Relentless: it's a one word summation of this novel that I think is apt. The story does not stop, it does not let up. There is a body count that's innumerable, and the twists and turns in the third act are rewarding. The backstory and origins of the bad guys are, at the same time, proposterous and plausible. Suspension of disbelief comes easily, or at least it did for me.

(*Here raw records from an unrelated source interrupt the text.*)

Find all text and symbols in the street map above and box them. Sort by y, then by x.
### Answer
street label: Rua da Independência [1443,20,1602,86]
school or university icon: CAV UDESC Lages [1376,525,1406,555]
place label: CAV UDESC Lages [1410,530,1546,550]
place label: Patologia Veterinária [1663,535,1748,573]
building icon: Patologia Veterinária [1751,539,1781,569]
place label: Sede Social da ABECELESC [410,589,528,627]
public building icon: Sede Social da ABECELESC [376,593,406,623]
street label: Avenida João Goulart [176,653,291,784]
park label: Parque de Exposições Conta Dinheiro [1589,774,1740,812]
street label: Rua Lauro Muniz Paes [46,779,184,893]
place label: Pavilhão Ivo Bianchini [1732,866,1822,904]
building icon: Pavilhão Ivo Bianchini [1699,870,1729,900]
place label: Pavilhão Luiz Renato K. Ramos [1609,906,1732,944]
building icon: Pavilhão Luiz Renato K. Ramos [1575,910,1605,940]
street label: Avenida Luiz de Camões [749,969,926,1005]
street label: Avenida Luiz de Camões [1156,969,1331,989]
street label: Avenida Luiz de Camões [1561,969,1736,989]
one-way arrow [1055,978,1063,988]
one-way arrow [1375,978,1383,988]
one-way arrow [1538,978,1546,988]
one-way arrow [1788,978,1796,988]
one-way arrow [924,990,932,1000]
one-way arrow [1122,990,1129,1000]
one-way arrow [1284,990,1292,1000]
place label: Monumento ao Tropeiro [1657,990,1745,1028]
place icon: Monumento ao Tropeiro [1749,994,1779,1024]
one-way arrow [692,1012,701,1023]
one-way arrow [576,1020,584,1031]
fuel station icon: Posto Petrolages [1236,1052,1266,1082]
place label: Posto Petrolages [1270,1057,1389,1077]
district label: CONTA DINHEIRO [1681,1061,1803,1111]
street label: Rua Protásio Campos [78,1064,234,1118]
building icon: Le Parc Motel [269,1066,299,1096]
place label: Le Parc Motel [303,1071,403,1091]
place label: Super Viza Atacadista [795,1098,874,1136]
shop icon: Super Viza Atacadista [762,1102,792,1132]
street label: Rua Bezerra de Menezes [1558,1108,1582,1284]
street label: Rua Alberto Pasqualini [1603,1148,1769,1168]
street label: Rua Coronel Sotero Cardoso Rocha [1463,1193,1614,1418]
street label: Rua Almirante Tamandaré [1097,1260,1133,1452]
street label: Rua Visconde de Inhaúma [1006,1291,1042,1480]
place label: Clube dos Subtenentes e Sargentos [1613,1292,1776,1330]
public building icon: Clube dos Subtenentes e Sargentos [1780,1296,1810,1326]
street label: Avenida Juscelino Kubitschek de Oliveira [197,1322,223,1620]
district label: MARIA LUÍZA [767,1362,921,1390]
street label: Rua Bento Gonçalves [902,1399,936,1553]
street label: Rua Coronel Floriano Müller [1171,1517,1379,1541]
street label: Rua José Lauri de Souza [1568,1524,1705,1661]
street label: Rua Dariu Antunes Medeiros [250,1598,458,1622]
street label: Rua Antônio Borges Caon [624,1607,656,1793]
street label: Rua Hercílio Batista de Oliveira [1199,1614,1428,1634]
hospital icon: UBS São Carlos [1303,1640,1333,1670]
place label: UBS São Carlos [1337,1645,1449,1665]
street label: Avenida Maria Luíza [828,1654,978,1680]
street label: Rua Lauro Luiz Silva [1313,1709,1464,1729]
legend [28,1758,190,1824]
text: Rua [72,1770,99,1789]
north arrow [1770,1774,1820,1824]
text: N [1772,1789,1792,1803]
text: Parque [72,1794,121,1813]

While I won't be ranking this tale of terror as one of my favorites, I was entertained, and consider it a great "first" outing for Kilborn in the genre. His next novel, Trapped, is due out early next year. I'll be keeping an eye out for it.
June 22, 2009
Came across quite a few interesting articles and blog posts over the last couple of weeks. Everything from news that there is a movie in development based on Cassandra Clare's "Mortal Instruments" series, to an author's tale of nearly being arrested for researching a novel, all the way to raining tadpoles—yes, you read that right. Enjoy.
Jenny at Wonderous Reads posted about an article from SciFiWire concerning the news that Cassandra Clare's City of Bones could be a motion picture in the near future. I am optimistic about this. The book came off as very cinematic as I read it, and I think the story and vibe of the whole universe would translate well to film. The big questions, though, are: Who will direct? Who will star? And can it compete with Twilight?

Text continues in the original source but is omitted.